:: Records to process ::

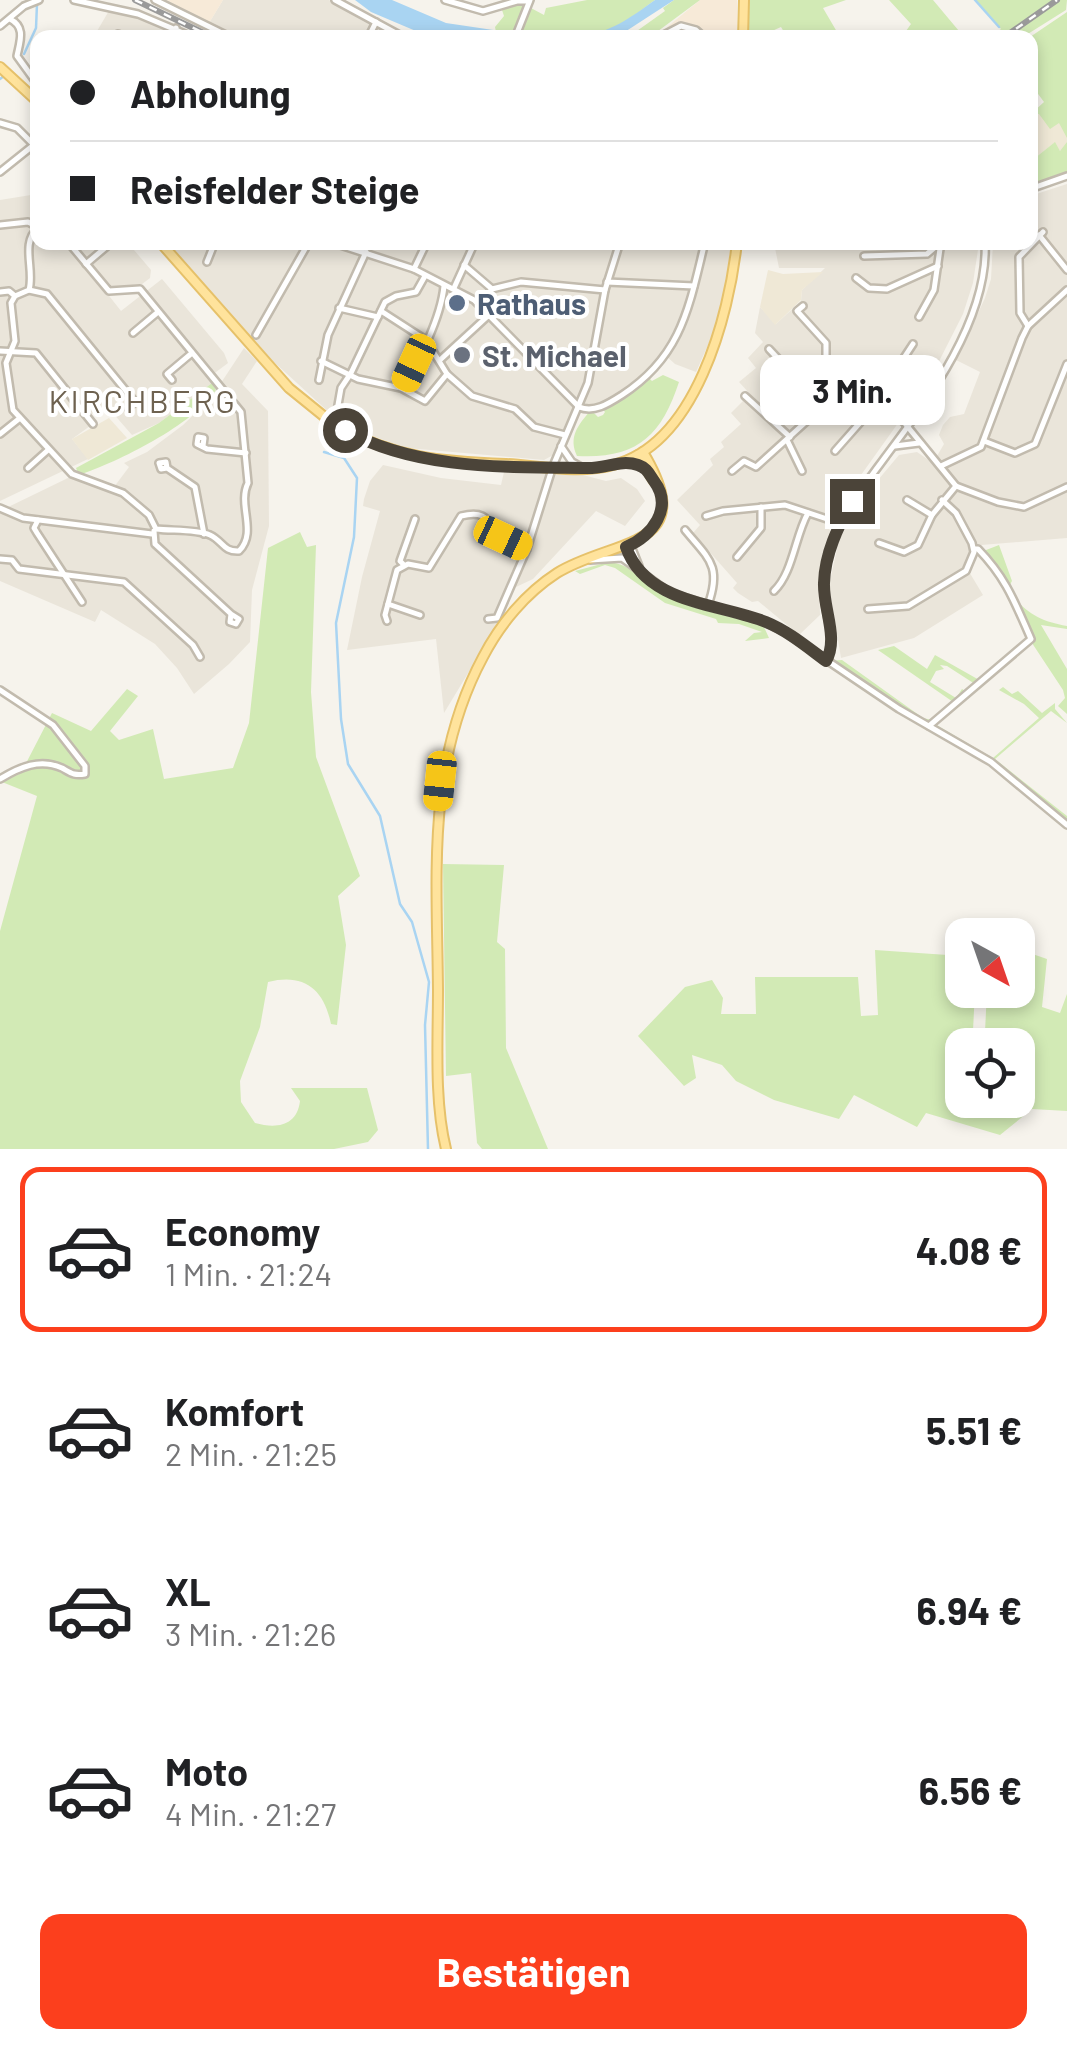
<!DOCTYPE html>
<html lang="de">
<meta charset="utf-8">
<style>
body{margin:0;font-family:Barlow,sans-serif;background:#f6f6f6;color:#202124;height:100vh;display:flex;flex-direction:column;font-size:38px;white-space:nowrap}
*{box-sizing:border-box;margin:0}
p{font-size:32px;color:#757577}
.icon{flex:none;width:55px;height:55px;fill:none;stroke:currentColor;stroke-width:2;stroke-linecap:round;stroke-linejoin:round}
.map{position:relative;height:1149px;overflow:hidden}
.details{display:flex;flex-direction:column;background:#fff;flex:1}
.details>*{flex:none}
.hud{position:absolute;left:30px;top:30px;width:1008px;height:220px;border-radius:20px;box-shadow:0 5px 15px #0003;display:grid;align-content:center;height:220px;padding:0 40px;background:#fff}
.needle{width:65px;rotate:140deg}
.tools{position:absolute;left:945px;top:918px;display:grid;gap:20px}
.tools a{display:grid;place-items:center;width:90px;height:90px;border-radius:20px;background:#fff;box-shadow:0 5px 15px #0003;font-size:50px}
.end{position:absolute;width:45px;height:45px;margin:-22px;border:12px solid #4b4439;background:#fff;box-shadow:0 0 0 5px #fff}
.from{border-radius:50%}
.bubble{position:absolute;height:70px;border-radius:20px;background:#fff;box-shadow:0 5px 15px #0003;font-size:32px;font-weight:700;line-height:70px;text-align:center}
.car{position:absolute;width:30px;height:60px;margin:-30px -15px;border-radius:12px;box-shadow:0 0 8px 2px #0007;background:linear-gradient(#f5c518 24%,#345 0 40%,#f5c518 0 76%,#345 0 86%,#f5c518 0)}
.hud b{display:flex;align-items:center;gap:35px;height:95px;font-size:38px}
.hud b+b{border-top:2px solid #e0e0e0}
.hud i{width:25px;height:25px;background:#202124}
ul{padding:18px 0 0;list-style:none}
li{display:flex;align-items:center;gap:30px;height:165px;margin:0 20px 15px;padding:0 20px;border:5px solid transparent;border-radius:20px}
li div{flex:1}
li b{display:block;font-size:38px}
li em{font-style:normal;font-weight:700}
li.active{border-color:#fc3f1d}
li>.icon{width:90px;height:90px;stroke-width:1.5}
.cta{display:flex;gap:20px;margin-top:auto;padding:20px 40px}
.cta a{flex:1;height:115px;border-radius:20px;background:#fc3f1d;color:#fff;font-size:40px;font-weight:700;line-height:115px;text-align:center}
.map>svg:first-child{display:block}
</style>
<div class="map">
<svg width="1067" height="1149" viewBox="0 0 1067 1149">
<rect width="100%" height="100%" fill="#f6f3ec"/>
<g fill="#eae5da">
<path d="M223,0H329L398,37H238L209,23Z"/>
<path d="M110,9L162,25L190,38H93Z"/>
<path d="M1067,184V538L969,546L970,556L965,565L983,595L914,638L841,658L829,585L839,540L862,499L899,455L917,452L933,463L944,444L939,435L943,425L950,417L964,414L980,372L956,360L985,298L991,279L993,243L1030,242V196Z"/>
<path d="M37,194L38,242L128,243L151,270L150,278L142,284L113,287L106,292L121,311L162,279L224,353L228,363L208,378L212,383L159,423L132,435L105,404L85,419L90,426L72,439L88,459L0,501V200Z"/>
<path d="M167,243H731L724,297L712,336L696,372L675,364L664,354L630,387L610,399L590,406L577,399L555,454L544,460L407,448L372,436L332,415L275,363Z"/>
<path d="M774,243H979L973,283L963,314L931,377L826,524L831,532L823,553L819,582L820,615L799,635L758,601L752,602L738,593L733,588L737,583L693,533L700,525L677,500L713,465L710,459L724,447L721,442L741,424L731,413L750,394L739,382L756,368L748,358L763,342L755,333L760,307L776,324L801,301L802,290L825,268H779Z"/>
<path d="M244,348L257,361L242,384L268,411L269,526L252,590L250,642L229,664L194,694L177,668L155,644L101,610L95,622L0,581V511L70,477L111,491L129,467L124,463L147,452L183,425L211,398Z"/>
<path d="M383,465L441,478L501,485L504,472L579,474L606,481L621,478L637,489L645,501L625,526L596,511L533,579L516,587L508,585L495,613L499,622L444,713L436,639L347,650L362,577L380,511L363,506L364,499L370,481Z"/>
</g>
<g fill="#f7ead8">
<path d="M166,0H223L209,23Z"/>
<path d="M700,0H737V37L654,38Z"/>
</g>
<g fill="#efe8d6">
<path d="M1046,104L1067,129V146L1060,151L1054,143L1030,162V118Z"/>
<path d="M768,270L783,274L823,272L802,290L801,300L775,325L760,307Z"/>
<path d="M109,418L127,438L88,460L72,439Z"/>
</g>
<g fill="#d2eab5" fill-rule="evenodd">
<path d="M587,0H655C642,9 629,21 615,28C579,46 533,36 496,32L495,27L504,16L501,7L517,1H529V7L544,15L546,8Z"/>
<path d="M674,0H700L650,37L627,38L665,11L663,8Z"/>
<path d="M744,0H846L823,8L840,37H787L781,27L772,31L774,37L743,38Z"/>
<path d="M889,0H933L964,37H909L906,31L911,24Z"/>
<path d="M975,0H1067L1066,10L1023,37H989L1001,29Z"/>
<path d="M1067,12V138L1059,123L1050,129L1039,114H1031L1044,102L1030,83V37Z"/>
<path d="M1055,142L1060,151L1067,142V172L1030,186V162Z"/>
<path d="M663,375L679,382C661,437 636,459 577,456C568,437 578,425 591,410L598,417L603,415L605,412L601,407L633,392L649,378L652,381Z"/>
<path d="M212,383L216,390C193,425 118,462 79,475L76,468L159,423Z"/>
<path d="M300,532L307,547L316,545L311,692L316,757L360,876L338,896L346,945L337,1025L331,1024C324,989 304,973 268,982L260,1027L240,1081L241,1102L255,1123C277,1129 297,1126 300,1101L291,1088H367L378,1130L368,1142L334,1149H0V931L37,796L2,782L21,773L52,713L91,731L127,689L138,696L110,731L119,740L153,729L164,779L233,768L249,723L268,548Z"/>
<path d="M999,545L1012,581L1008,588C1023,612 1039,621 1067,626V629L1041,625L1067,669V714L1058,706L1065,698L1063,690L1030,640L978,686L947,666L940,665L944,669L936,671L930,682L956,698L962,689L969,694L933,723L993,758L1039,718L1024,704L999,690L1003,687L1012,694L1018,691L1042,713L1055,703V709L1067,723L1051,711L995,759L1067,816V825L991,762L899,709L826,661L842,660L923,718L932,720L956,704L878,650L894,646L927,669L935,655L981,681L1025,643C1028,623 1011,603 1001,586L1004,583L981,552Z"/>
<path d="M609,562C632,565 638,577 657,590C688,612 729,613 764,627L769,638L745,641L754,633L762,632L739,624L718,623L716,619L665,603L615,568L605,565L580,574L575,571Z"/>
<path d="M443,864L504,865L497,942L505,949L506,1048L548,1149H482L477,1143L471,1073L446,1076Z"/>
<path d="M1018,949L1047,959L1042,1007L1060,1013L1067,994V1111L1032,1109L1000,1135L926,1113L917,1127L854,1095L839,1119L774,1100L736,1081L722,1065L692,1055L696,1078L684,1086L638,1036L685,987L712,980L723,998L721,1014H756L755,977H858L861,1016L878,1015L875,950L962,956V990H975L973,1031L985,1032L987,990H1018ZM1018,1045V1100H962V1045Z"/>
</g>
<g fill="#a9d4f2">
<path d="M355,0H392L446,23L540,37H430L371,12Z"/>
<path d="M655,0H674L617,37H580C611,32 630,18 655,0Z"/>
</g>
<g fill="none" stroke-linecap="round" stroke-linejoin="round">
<g stroke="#a9d4f2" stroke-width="2.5">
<path d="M975,0L999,27"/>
<path d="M24,54L36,28L37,4"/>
<path d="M0,79L4,76"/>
<path d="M324,452L344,458L357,478L354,537L336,623L341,719L348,764L380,816L400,904L412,922L429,982L425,1025L428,1149"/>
</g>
<g stroke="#c2bbae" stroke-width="10">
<g id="minor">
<path d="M74,0L138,14L195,38"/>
<path d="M155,0L232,38"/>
<path d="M335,0L405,38"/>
<path d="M445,0L483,11L517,1H529"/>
<path d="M10,19C26,27 20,41 17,56L38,85"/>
<path d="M0,26L24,6L39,0"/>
<path d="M112,38L118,34L126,38"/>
<path d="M171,38L176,28"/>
<path d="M368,38L376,22"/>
<path d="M515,38L530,0"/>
<path d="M658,38L681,26L696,30L705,38"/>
<path d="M0,123L17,128L38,149"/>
<path d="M0,172L35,144"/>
<path d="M1030,189L1067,176"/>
<path d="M0,225L28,222L38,227"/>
<path d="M38,228C20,243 35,270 29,290L15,296L11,303L15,341L6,363L13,410L72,474L123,493L149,515L156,529C172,531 195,529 210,535C223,541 223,552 239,551C258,532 237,505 248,483L241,412L140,289L109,291L68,242"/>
<path d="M1039,235L1067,270"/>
<path d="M331,242L414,269L474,300L579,407"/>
<path d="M638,242H680"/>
<path d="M864,256L927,254L941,242"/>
<path d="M207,262L215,242"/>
<path d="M86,264L112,242"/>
<path d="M464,265L492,289"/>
<path d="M414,269L427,242"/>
<path d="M856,278L869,288L887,289L938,266"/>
<path d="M607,282L694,286"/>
<path d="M454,288L475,242"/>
<path d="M29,290L47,294L135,402L128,408"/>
<path d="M0,292L9,291L15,296"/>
<path d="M481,303L492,289L521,282L605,290"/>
<path d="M803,306L797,311L826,343V392"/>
<path d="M339,308L378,317"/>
<path d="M381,311L426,340L447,374L472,396L515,409L534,427L565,435"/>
<path d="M919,317L934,290L941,242"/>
<path d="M1028,326L1020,313L1019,257L1043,232"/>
<path d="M133,333L158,312"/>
<path d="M256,335L309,242"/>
<path d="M769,349L796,378L826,391"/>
<path d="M0,351L36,353L93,424"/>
<path d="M440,360L490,314"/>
<path d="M321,361L358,379L401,388L425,401L447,374"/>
<path d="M172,380L167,374L192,353"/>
<path d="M319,380L328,335L366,252"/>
<path d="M401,388C419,363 441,317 444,286"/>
<path d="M745,396L790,437"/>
<path d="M579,407C594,413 608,404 622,395C682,356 689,307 705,242"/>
<path d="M335,422L341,388L351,373L385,302L396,296L416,292L425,276"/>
<path d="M0,434L20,418"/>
<path d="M787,440L802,471"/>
<path d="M984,441L1015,453L1035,444L1067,364"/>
<path d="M203,446L204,438L198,437L197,444L207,449L246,453"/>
<path d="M561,446L572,462L583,468"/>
<path d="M895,446L919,443"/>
<path d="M835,451L865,417L913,344"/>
<path d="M941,466L981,447L1022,338L1028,326L1067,290"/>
<path d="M28,468L48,450"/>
<path d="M167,468L166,462L159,463L161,469L167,468L195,487L204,534"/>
<path d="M732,471L744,461L756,467L830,400L871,408L903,421L956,486L998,502L1024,507L1067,487"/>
<path d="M907,500L932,515"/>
<path d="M0,508L23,518L152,534"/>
<path d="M706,516L723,511L785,505L839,523"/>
<path d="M38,520L34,528L37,533L82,602"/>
<path d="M685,530C709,559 722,566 708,605"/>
<path d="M154,531L155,544L231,614L230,622L236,624L239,619L231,614"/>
<path d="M879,543L904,552L918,545L932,515L956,486"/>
<path d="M631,546L639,566"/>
<path d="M737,557L761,528V507"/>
<path d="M0,559L12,560L19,569L124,582L193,645L200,657"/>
<path d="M590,560L622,558L670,593L762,621L785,632L899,709L991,762L1067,825"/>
<path d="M403,564L400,561L415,519"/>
<path d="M774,591C793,573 795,536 808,513"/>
<path d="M388,604L420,615"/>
<path d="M868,609L908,606L966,571L974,552L972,543L956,513L942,500"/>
<path d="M488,619L497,618L527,549L553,466L588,383L605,290L620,242"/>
<path d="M387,621L385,615L397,570L408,564L429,568L461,516C491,509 487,525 503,538C509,542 519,545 527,549"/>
<path d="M826,661C838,640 825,617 824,594C823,573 828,553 835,534C847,505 868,481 886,456C929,399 989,318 985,242"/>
<path d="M0,690L53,725L85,766V774C74,776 71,773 62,768C40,758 20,767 0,779"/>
<path d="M929,726L1031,639C1015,603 1007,579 978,549H974"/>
</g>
</g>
<g stroke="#e6c16a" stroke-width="12">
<g id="major">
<path d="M743,38L744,0"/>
<path d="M0,67L38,102"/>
<path d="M160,242L289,388L331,422"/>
<path d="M337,426C395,458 441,462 506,464C540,466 580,474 613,465C696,444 729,316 737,242"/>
<path d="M638,455L654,481"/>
<path d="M446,1149C434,1101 438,1040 438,990C437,874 426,763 483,657C500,624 526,593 557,573C613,538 702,550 643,452"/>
</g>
</g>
<use href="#minor" stroke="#fff" stroke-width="5"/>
<use href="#major" stroke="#ffe39c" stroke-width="8"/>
<g stroke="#9a9a9a" stroke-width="6">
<g id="rail">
<path d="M135,0L214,38"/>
<path d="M1003,38L1057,0"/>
</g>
</g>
<use href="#rail" stroke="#fff" stroke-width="2.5" stroke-dasharray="8" stroke-linecap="butt"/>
<g stroke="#e6c16a" stroke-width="12" stroke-linecap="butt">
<path id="major-bridge" d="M331,422L337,426"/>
</g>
<use href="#major-bridge" stroke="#ffe39c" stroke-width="8"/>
</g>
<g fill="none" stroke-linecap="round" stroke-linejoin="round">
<path stroke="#4b4439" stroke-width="12" d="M345,430C415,470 507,467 586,468C604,469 621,459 638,465C647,468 649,474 654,481C674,508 652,536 626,547C646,604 718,603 766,622C788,631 807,647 826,661C839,638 823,609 824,583C825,553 838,527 852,501"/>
</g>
<circle fill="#5c6f8a" stroke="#fff" stroke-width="4" cx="457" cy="303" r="10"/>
<circle fill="#6b7280" stroke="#fff" stroke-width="4" cx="462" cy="355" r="10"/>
<g text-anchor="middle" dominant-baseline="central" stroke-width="8" stroke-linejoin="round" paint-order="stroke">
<g font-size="30" font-weight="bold" fill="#4e5e75" stroke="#fff" text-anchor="start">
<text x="477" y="303">Rathaus</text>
</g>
<g font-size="30" font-weight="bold" fill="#5b616d" stroke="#fff" text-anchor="start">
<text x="482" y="355">St. Michael</text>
</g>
<g font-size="32" letter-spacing="2.5" fill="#6e6250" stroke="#fff">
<text x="143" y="400">KIRCHBERG</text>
</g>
</g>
</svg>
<div class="tools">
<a><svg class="needle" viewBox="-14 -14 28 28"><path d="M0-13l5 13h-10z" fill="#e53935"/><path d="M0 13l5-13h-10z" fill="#757577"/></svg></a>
<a><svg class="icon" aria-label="locate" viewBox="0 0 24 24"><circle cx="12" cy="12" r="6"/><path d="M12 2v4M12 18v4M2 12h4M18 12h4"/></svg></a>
</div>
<i class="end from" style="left:345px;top:430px"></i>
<i class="end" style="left:852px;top:501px"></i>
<div class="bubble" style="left:760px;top:355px;width:185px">3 Min.</div>
<i class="car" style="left:414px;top:363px;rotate:205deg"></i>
<i class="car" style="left:503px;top:538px;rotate:115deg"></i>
<i class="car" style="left:440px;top:781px;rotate:186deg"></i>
<div class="hud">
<b><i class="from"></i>Abholung</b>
<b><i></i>Reisfelder Steige</b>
</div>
</div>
<section class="details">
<ul>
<li class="active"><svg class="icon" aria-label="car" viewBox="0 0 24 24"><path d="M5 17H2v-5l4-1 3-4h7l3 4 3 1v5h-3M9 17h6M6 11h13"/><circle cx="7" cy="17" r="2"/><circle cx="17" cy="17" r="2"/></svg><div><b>Economy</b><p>1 Min. · 21:24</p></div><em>4.08 €</em></li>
<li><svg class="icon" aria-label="car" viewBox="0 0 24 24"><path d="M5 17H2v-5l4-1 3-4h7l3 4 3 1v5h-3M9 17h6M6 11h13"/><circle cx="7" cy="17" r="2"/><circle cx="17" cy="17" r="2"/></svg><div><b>Komfort</b><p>2 Min. · 21:25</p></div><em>5.51 €</em></li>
<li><svg class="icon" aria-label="car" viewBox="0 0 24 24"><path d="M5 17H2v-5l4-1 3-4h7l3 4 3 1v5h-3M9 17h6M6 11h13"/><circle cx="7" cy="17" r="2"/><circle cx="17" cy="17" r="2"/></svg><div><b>XL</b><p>3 Min. · 21:26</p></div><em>6.94 €</em></li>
<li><svg class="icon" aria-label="car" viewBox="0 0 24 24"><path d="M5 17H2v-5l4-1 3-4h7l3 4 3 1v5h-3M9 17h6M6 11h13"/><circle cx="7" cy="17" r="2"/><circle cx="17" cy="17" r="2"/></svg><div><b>Moto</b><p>4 Min. · 21:27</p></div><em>6.56 €</em></li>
</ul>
<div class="cta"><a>Bestätigen</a></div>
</section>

:::

Task item: In the records above, find every line with the word "absolute" and copy it.

Task result:
.hud{position:absolute;left:30px;top:30px;width:1008px;height:220px;border-radius:20px;box-shadow:0 5px 15px #0003;display:grid;align-content:center;height:220px;padding:0 40px;background:#fff}
.tools{position:absolute;left:945px;top:918px;display:grid;gap:20px}
.end{position:absolute;width:45px;height:45px;margin:-22px;border:12px solid #4b4439;background:#fff;box-shadow:0 0 0 5px #fff}
.bubble{position:absolute;height:70px;border-radius:20px;background:#fff;box-shadow:0 5px 15px #0003;font-size:32px;font-weight:700;line-height:70px;text-align:center}
.car{position:absolute;width:30px;height:60px;margin:-30px -15px;border-radius:12px;box-shadow:0 0 8px 2px #0007;background:linear-gradient(#f5c518 24%,#345 0 40%,#f5c518 0 76%,#345 0 86%,#f5c518 0)}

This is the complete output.